What is needed is an exact copy of the entries below, with every picture left out.

── RECORDS FOR THE EXERCISE

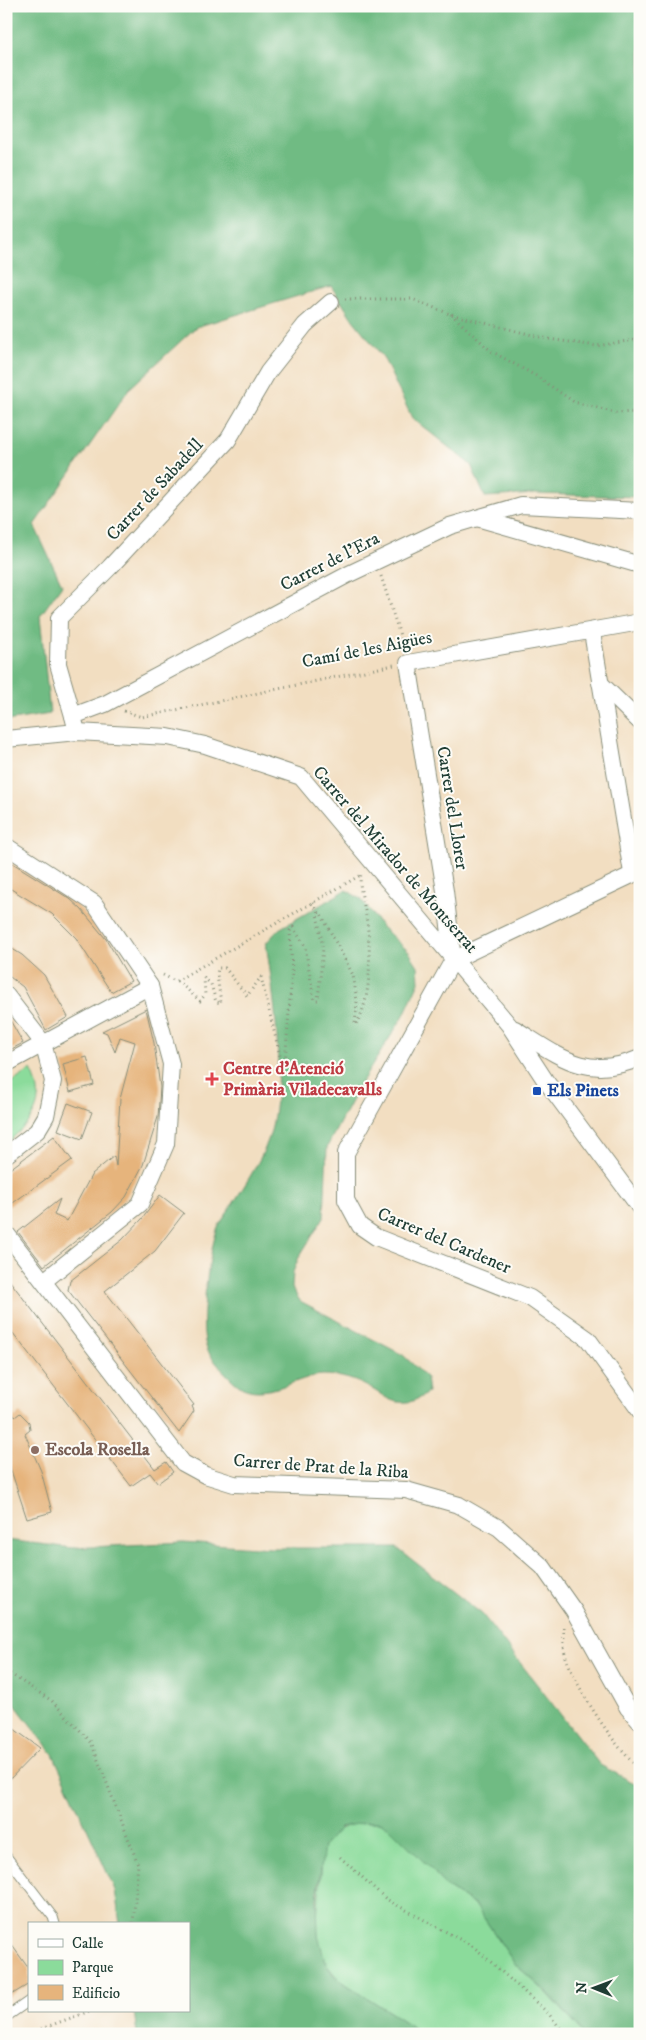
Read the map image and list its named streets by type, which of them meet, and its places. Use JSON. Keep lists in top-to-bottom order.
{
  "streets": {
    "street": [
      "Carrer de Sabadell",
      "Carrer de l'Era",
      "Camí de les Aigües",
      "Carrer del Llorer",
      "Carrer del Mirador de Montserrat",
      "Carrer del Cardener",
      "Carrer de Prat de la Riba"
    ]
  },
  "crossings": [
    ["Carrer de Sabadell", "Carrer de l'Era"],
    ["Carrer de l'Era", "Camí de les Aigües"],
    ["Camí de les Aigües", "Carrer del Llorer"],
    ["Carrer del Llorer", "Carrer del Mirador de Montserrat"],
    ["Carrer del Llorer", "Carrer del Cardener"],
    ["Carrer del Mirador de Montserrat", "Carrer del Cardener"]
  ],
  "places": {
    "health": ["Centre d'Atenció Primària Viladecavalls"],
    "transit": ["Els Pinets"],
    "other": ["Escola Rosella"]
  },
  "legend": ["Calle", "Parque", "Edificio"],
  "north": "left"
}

────

▶ **RESULT OF THIS EXERCISE**:
Read the map image and list its named streets by type, which of them meet, and its places. Use JSON. Keep lists in top-to-bottom order.
{
  "streets": {
    "street": [
      "Carrer de Sabadell",
      "Carrer de l'Era",
      "Camí de les Aigües",
      "Carrer del Llorer",
      "Carrer del Mirador de Montserrat",
      "Carrer del Cardener",
      "Carrer de Prat de la Riba"
    ]
  },
  "crossings": [
    ["Carrer de Sabadell", "Carrer de l'Era"],
    ["Carrer de l'Era", "Camí de les Aigües"],
    ["Camí de les Aigües", "Carrer del Llorer"],
    ["Carrer del Llorer", "Carrer del Mirador de Montserrat"],
    ["Carrer del Llorer", "Carrer del Cardener"],
    ["Carrer del Mirador de Montserrat", "Carrer del Cardener"]
  ],
  "places": {
    "health": ["Centre d'Atenció Primària Viladecavalls"],
    "transit": ["Els Pinets"],
    "other": ["Escola Rosella"]
  },
  "legend": ["Calle", "Parque", "Edificio"],
  "north": "left"
}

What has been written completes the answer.